• ASSIGNMENT
Among the lines of the records, please find those that contain the word "Describe" and copy them.
[SOURCE MATERIAL — start]
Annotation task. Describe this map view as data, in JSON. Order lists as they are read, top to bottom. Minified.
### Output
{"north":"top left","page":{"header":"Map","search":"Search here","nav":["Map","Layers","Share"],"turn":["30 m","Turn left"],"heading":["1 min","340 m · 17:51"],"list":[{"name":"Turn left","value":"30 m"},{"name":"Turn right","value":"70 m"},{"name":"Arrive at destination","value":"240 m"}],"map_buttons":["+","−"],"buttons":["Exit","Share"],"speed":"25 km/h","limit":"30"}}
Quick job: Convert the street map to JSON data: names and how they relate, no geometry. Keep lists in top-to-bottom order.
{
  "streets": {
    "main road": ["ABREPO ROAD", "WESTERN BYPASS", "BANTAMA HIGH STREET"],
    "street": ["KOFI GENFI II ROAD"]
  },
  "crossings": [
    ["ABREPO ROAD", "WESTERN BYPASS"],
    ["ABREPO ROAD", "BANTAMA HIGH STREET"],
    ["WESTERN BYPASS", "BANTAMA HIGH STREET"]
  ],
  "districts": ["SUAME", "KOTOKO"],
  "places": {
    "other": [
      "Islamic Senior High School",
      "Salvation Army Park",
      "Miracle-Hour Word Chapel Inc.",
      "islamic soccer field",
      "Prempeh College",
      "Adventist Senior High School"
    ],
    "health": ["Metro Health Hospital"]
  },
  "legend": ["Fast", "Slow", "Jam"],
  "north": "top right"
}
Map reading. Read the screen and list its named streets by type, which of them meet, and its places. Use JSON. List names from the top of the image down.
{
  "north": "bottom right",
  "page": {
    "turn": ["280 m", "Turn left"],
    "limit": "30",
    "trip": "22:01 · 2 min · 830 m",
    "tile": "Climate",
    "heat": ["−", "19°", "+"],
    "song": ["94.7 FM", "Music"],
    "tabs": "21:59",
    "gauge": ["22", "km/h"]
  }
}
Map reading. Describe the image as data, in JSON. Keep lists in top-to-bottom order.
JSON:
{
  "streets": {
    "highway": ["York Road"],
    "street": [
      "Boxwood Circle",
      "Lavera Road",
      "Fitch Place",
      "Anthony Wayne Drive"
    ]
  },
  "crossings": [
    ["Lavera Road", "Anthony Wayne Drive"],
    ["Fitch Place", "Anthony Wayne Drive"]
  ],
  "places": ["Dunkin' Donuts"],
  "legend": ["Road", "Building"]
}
[SOURCE MATERIAL — finish]
• SOLUTION
Annotation task. Describe this map view as data, in JSON. Order lists as they are read, top to bottom. Minified.
Map reading. Describe the image as data, in JSON. Keep lists in top-to-bottom order.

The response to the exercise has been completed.